(Data items)
________
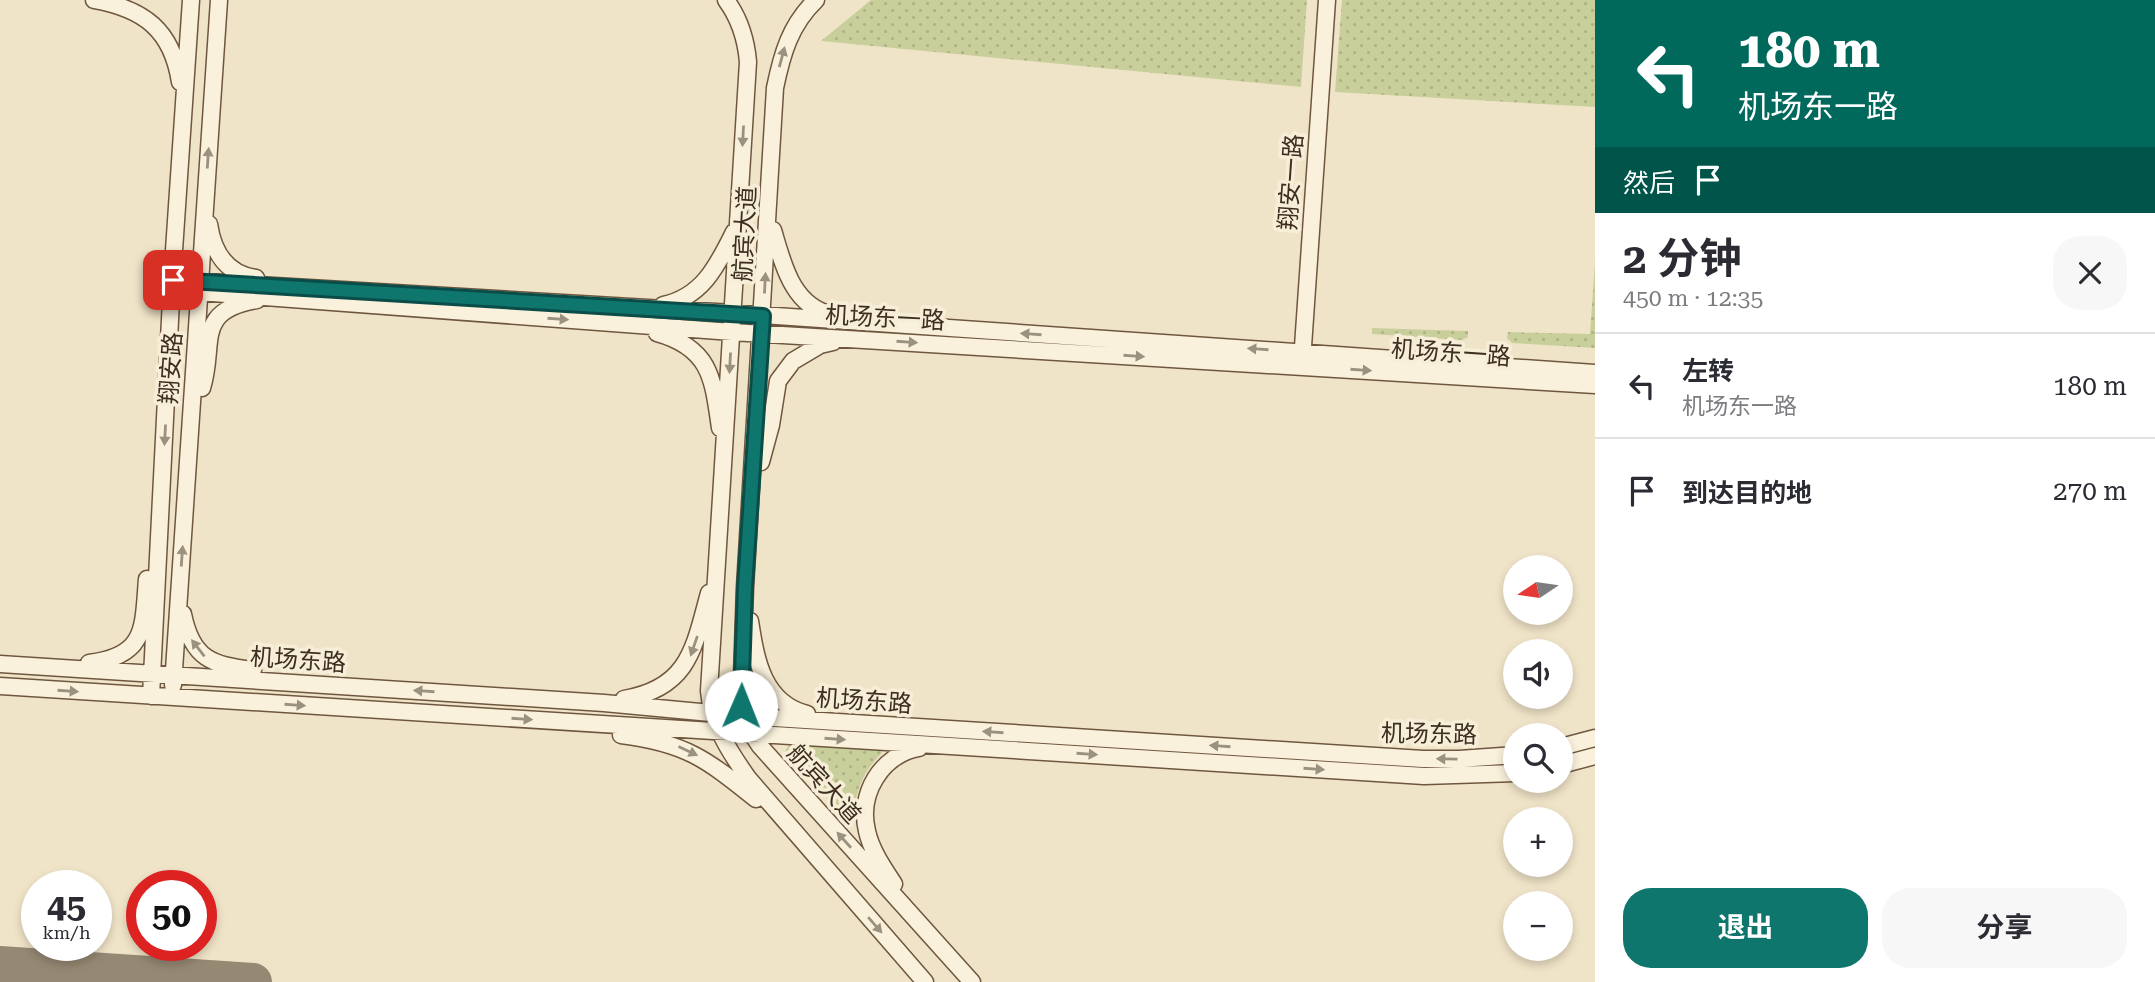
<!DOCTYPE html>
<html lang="zh">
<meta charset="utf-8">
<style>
:root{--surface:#fff;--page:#f7f7f7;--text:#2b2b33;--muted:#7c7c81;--line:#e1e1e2;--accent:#0f766e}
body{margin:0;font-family:"Roboto Serif","Noto Sans SC",serif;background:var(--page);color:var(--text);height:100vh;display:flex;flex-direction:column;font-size:26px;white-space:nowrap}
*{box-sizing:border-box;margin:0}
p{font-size:23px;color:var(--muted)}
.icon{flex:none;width:38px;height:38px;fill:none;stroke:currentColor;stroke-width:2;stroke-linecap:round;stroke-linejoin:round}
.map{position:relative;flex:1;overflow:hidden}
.side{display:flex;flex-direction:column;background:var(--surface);width:560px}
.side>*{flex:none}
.hud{background:#00695c;color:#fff;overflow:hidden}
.needle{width:46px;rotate:257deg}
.buttons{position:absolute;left:1503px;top:555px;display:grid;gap:14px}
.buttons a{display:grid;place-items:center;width:70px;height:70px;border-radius:50%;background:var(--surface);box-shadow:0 4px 10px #0003;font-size:35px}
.speed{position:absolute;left:21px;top:870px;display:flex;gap:14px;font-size:35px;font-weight:700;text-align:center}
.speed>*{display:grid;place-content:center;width:91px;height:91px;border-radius:50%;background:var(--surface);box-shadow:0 4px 10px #0003;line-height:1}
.speed small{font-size:18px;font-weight:400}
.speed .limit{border:10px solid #d22;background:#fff;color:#111}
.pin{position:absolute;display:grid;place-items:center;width:60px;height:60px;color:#fff;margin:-30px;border-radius:14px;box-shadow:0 4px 10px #0006}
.me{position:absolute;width:77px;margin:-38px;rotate:1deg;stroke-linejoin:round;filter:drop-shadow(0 0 5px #0008)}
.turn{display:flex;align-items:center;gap:24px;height:147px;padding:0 28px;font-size:32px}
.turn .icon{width:91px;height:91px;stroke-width:2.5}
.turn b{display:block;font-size:49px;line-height:60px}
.then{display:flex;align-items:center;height:66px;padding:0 28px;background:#0003;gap:14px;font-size:26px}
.round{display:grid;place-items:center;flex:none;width:74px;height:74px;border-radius:28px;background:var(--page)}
.summary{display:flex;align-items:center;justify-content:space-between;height:119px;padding:0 28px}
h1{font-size:42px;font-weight:700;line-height:52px}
.primary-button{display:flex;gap:14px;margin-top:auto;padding:14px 28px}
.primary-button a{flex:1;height:80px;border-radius:28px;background:var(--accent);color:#fff;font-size:28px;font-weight:700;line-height:80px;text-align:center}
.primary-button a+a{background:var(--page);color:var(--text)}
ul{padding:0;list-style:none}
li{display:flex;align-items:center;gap:21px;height:105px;padding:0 28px;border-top:2px solid var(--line)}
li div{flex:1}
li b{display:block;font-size:26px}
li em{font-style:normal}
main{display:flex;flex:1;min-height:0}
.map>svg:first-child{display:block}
.grass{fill:url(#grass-dots)}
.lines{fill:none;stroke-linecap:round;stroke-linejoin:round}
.taxiway{stroke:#968974;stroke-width:38}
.secondary-casing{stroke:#6f573f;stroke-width:19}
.secondary{stroke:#faf1dc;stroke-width:16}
.oneway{fill:#9c907e}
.route-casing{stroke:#0a4d48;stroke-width:18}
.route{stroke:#0f766e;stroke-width:12}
.labels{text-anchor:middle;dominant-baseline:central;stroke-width:7;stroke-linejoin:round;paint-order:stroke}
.street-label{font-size:24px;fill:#3d2e20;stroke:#f7eed8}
</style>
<main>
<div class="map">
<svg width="1595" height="982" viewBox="0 0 1595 982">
<defs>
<pattern id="grass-dots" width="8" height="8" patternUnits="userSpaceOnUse" patternTransform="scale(1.75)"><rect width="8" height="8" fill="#c9cf9b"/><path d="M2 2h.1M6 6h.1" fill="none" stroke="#aeb285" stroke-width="1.8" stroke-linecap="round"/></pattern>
</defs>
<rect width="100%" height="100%" fill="#f0e4c8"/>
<path class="grass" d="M871,0h436l-6,87 -480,-46z
M1342,0h253v107l-260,-15z
M1595,262v86l-83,-5 -5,-5 1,-6 82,2z
M1372,328l96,3v6l-6,3 -90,-6z
M790,744l91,6 1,3c-19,18 -27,39 -28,64l-8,3 -61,-69z"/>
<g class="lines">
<path class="taxiway" d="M0,965l253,17"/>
<g class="secondary-casing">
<path id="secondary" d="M94,0c50,9 78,30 86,82
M726,0c14,19 20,38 22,62l-39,629c3,34 20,60 39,87l177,204
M816,0c-26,25 -34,54 -41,88l-30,499 -4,119 5,19 14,21 212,236
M209,224c4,28 17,50 47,54
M773,230c10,34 19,76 59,85
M190,281l543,32 862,60
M172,290l560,42 863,53
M663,305c40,-8 55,-41 71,-73
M657,333c54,15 56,46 63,95
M1302,361l25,-361
M202,388c14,-44 -9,-77 55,-88
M761,462l10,-37 7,-44 15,-20 27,-16 13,-3
M183,614c9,45 29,51 70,56
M750,621c6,39 13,82 57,93
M89,663c58,-7 54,-36 58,-84
M0,664l604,39 139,13 680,43h36l57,-4
M173,685l46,-685
M0,686l1424,90 92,-3
M151,696l21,-416 19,-280
M624,699c65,-11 70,-51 85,-106
M621,735c65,8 85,24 135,64
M1561,747l34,-9
M1561,765l34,-9
M894,884c-11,-17 -23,-34 -27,-53 -9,-37 14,-76 52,-83"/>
</g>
<use href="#secondary" class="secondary"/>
</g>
<defs><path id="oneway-solid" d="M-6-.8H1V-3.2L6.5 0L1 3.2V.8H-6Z" transform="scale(1.75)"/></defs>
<g class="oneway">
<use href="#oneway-solid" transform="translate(782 57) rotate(-75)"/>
<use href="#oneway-solid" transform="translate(743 136) rotate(93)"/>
<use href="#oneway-solid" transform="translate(208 158) rotate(-86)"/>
<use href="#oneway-solid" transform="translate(765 283) rotate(-87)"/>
<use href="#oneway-solid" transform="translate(558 319) rotate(4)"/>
<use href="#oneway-solid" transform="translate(1031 334) rotate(-176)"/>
<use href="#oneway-solid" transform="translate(907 342) rotate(4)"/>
<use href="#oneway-solid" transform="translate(1258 349) rotate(-176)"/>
<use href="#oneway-solid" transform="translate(1134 356) rotate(4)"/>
<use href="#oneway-solid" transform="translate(730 363) rotate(93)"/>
<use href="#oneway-solid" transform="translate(1361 370) rotate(4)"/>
<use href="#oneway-solid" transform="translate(165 435) rotate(93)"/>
<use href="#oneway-solid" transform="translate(182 556) rotate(-86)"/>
<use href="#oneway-solid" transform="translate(694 646) rotate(109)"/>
<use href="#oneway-solid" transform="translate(198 648) rotate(-128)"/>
<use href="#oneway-solid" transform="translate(68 691) rotate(4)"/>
<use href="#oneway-solid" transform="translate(424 691) rotate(-176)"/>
<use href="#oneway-solid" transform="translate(295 705) rotate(4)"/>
<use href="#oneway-solid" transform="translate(522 719) rotate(4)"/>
<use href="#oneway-solid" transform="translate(993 732) rotate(-176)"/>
<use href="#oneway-solid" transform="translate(835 739) rotate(4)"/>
<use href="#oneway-solid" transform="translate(1220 746) rotate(-176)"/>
<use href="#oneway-solid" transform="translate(688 751) rotate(25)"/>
<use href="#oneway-solid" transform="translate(1087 754) rotate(4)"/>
<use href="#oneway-solid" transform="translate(1447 759) rotate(-179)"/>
<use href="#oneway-solid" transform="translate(1314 769) rotate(4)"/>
<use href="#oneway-solid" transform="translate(844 840) rotate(-132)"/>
<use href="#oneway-solid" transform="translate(875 925) rotate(49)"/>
</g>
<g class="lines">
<g class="route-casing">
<path id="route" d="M173,280l590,36 -18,271 -4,119"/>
</g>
<use href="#route" class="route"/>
</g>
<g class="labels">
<g class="street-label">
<text transform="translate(1291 182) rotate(-86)">翔安一路</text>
<text transform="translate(745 234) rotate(-87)">航宾大道</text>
<text transform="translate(885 318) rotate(3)">机场东一路</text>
<text transform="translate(1451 353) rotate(4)">机场东一路</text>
<text transform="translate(171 368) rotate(-86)">翔安路</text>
<text transform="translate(298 660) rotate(4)">机场东路</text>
<text transform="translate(864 701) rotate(4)">机场东路</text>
<text transform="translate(1429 734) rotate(1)">机场东路</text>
<text transform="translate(824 784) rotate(48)">航宾大道</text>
</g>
</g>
</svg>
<div class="buttons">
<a><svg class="needle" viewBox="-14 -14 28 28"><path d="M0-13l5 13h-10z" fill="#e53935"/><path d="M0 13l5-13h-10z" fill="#7c7c81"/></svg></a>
<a><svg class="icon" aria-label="sound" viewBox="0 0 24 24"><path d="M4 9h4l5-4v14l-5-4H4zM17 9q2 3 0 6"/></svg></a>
<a><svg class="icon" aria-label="search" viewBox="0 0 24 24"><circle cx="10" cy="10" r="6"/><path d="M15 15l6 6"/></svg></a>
<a>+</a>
<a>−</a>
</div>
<div class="speed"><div>45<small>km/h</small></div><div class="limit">50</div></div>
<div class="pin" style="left:173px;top:280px;background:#d93025"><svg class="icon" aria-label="arrive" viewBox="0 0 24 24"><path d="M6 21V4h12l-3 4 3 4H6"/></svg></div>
<svg class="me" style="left:741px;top:706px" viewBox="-20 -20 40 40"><circle r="19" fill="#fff"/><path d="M0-13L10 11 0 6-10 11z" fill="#0f766e"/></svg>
</div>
<section class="side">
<div class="hud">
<div class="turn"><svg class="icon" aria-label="left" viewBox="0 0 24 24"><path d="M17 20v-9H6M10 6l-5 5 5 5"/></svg><div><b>180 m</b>机场东一路</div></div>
<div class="then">然后<svg class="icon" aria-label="arrive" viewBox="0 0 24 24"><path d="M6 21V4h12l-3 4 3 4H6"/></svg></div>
</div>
<div class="summary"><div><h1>2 分钟</h1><p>450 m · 12:35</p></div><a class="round"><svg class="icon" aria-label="close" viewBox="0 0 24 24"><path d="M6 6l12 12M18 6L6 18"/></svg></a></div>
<ul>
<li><svg class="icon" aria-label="left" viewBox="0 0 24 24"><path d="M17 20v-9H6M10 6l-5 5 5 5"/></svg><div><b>左转</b><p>机场东一路</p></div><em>180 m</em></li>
<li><svg class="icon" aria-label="arrive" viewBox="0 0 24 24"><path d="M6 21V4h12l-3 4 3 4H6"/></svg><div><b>到达目的地</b></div><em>270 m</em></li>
</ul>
<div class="primary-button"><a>退出</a><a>分享</a></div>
</section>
</main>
________
What the exercise asks:
Copy down each line in the entries that has the word "limit".

Response:
.speed .limit{border:10px solid #d22;background:#fff;color:#111}
<div class="speed"><div>45<small>km/h</small></div><div class="limit">50</div></div>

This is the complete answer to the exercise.